YOUR ASSIGNMENT: Copy every line of the entries that includes the word "image".
### DATA RECORDS ###
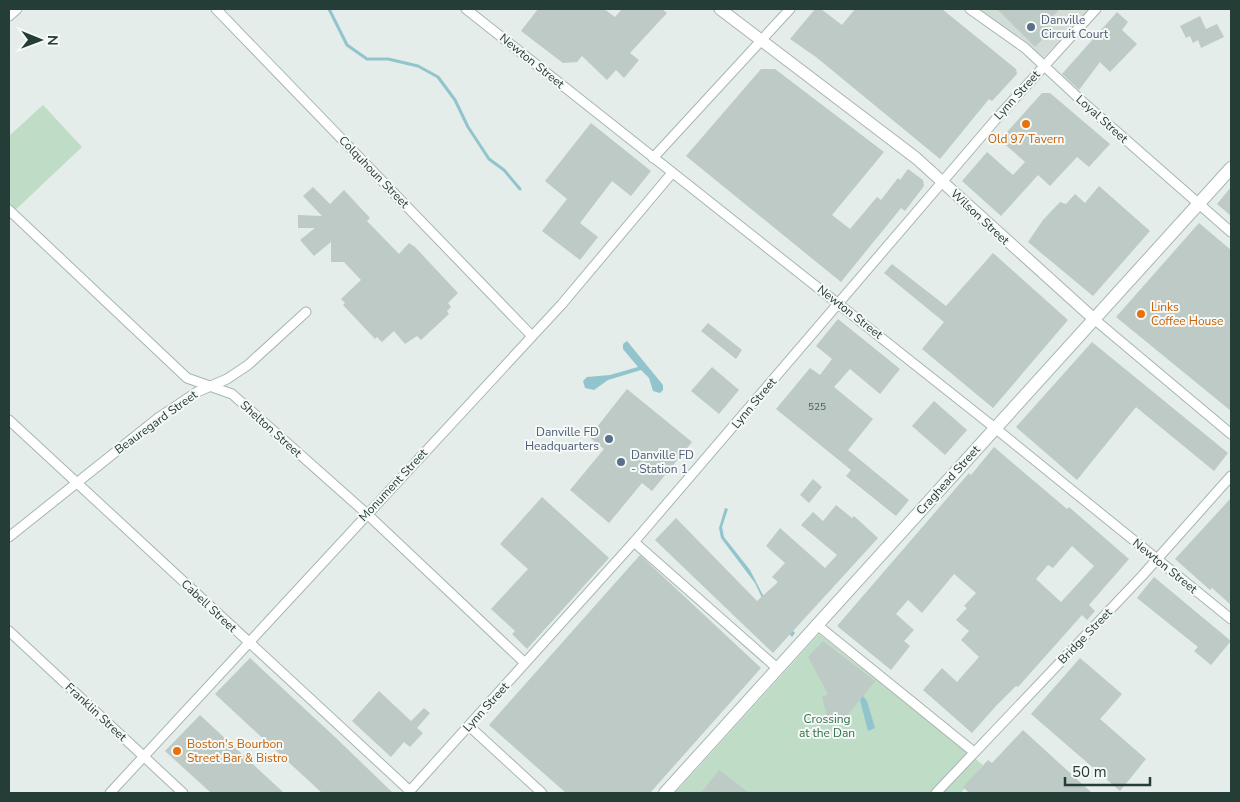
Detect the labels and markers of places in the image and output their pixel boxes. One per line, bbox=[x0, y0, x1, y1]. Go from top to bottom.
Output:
###
### DATA RECORDS ###
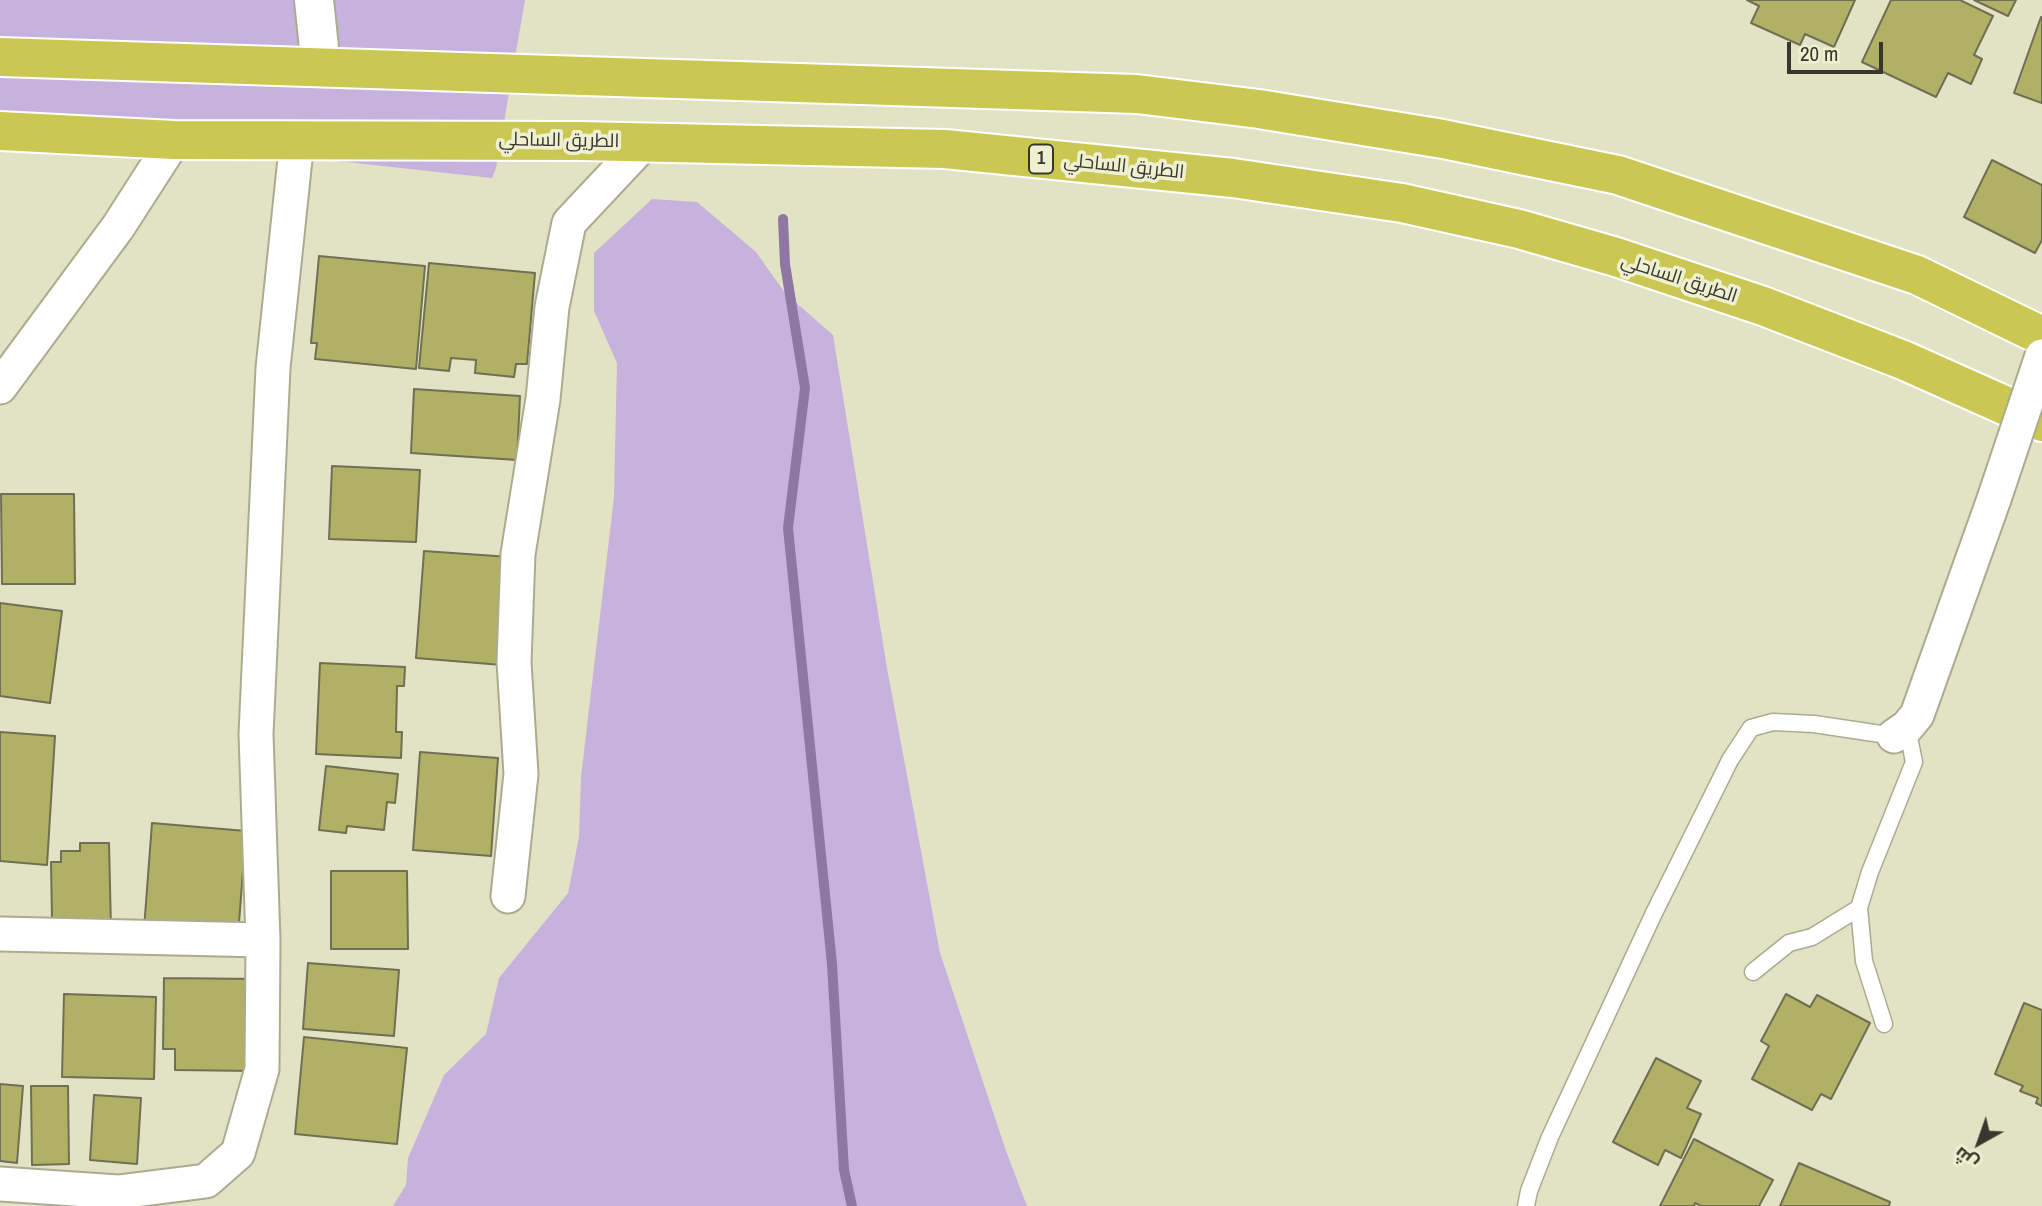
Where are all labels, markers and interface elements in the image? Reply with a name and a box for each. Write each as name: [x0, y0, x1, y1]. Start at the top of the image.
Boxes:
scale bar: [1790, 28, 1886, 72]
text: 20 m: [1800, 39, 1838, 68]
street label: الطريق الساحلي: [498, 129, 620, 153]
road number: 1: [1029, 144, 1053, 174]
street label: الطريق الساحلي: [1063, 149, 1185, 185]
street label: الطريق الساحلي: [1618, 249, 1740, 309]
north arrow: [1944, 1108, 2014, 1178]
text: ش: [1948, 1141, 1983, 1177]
###
RESULT OF THIS TASK:
Detect the labels and markers of places in the image and output their pixel boxes. One per line, bbox=[x0, y0, x1, y1]. Go from top to bottom.
Where are all labels, markers and interface elements in the image? Reply with a name and a box for each. Write each as name: [x0, y0, x1, y1]. Start at the top of the image.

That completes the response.